» Aim of the exercise:
Provide the number of lines in the entries below containing "González", with no further words.

(Material for this exercise)

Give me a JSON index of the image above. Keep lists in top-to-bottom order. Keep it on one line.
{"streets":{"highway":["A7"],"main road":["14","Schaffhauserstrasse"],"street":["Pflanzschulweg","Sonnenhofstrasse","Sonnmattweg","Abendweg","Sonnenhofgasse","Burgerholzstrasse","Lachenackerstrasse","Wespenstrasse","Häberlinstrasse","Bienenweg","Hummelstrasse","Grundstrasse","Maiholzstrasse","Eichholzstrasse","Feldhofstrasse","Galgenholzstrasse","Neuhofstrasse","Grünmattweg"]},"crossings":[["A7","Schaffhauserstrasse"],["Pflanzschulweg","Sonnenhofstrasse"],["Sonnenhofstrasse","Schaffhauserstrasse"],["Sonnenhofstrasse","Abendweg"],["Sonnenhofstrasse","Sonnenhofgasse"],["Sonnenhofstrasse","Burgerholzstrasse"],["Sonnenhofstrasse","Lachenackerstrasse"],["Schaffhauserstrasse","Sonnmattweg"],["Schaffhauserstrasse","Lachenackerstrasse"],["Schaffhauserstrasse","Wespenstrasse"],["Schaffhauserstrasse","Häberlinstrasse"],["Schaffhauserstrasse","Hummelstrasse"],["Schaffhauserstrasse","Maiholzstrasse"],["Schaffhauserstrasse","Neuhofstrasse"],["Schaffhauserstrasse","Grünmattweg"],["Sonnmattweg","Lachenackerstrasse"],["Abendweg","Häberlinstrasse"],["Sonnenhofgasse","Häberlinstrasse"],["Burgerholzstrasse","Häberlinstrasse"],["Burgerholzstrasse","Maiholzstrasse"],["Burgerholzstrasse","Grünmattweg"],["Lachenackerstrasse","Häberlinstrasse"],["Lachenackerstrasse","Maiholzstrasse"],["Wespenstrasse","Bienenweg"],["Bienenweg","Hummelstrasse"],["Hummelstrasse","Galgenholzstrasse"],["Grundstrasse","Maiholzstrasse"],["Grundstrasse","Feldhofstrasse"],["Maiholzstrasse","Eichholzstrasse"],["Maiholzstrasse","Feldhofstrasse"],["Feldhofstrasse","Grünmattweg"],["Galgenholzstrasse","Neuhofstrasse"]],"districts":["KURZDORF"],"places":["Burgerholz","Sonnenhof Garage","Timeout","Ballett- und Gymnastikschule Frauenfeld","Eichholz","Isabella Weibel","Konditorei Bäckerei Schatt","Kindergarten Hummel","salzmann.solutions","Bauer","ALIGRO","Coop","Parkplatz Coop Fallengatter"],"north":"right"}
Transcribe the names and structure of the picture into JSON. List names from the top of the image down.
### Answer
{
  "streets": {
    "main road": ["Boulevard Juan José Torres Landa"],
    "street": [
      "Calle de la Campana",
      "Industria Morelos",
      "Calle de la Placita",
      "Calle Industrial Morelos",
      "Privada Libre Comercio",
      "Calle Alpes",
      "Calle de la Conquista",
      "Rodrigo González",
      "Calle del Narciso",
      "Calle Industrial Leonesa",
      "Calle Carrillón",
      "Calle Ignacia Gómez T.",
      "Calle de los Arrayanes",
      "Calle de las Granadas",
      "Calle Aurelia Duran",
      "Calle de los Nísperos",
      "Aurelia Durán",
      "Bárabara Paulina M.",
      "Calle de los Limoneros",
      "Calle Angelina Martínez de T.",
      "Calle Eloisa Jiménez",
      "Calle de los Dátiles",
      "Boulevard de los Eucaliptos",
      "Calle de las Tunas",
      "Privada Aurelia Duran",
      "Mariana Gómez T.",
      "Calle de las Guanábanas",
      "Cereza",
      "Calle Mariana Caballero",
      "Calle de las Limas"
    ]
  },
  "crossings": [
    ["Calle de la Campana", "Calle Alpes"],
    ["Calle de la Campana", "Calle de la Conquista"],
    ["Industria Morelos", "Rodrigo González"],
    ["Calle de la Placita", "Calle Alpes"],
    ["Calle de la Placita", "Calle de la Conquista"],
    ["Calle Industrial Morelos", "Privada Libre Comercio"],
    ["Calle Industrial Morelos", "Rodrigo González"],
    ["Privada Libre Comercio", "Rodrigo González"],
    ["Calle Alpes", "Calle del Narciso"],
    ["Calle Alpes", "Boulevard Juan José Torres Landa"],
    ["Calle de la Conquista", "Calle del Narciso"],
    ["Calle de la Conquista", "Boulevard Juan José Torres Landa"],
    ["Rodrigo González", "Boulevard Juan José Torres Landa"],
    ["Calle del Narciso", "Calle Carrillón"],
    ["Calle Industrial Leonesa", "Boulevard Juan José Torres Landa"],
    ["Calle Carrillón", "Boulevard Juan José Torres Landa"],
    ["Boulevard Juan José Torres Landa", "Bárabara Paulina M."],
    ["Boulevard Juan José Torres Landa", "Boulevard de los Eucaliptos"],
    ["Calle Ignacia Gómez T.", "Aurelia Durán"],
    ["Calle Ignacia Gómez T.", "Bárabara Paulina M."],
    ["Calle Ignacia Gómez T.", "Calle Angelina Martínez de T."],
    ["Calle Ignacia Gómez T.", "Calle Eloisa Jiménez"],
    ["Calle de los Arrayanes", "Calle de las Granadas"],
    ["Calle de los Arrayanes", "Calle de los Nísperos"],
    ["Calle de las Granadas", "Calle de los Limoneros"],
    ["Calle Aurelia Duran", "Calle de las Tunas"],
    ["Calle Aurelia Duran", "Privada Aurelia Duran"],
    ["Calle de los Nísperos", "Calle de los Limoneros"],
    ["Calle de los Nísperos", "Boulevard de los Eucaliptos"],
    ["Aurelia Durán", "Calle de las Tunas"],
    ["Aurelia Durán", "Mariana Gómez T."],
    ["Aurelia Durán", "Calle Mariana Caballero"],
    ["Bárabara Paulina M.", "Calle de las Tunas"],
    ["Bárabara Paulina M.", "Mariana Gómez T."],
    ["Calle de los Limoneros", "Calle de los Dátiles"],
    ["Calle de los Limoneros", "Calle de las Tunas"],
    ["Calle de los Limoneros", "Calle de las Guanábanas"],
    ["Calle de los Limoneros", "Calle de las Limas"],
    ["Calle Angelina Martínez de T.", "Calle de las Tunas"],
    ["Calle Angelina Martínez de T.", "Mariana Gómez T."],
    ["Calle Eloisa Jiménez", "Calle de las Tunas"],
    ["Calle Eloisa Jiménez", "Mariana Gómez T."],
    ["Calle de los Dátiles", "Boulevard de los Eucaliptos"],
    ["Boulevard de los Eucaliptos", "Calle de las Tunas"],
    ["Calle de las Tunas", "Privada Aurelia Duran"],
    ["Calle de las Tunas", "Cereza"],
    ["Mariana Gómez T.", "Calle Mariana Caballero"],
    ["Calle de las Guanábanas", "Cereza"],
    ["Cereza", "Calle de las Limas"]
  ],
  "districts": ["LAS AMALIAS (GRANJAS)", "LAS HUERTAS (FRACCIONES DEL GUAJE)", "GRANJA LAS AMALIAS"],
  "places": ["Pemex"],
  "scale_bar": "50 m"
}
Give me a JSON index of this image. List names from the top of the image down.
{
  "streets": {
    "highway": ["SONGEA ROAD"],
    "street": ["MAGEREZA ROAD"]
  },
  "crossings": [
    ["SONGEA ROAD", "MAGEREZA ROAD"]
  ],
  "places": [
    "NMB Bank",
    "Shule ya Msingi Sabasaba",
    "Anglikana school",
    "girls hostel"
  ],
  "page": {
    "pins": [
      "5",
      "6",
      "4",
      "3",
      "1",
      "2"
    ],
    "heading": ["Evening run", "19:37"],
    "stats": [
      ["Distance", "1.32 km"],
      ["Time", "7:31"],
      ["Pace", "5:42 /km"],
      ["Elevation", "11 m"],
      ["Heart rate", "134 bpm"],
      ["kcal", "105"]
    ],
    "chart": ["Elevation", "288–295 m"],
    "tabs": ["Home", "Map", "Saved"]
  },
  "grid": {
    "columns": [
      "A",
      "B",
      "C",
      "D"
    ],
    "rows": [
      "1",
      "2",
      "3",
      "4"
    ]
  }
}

(End Material for this exercise)

» Exercise result:
5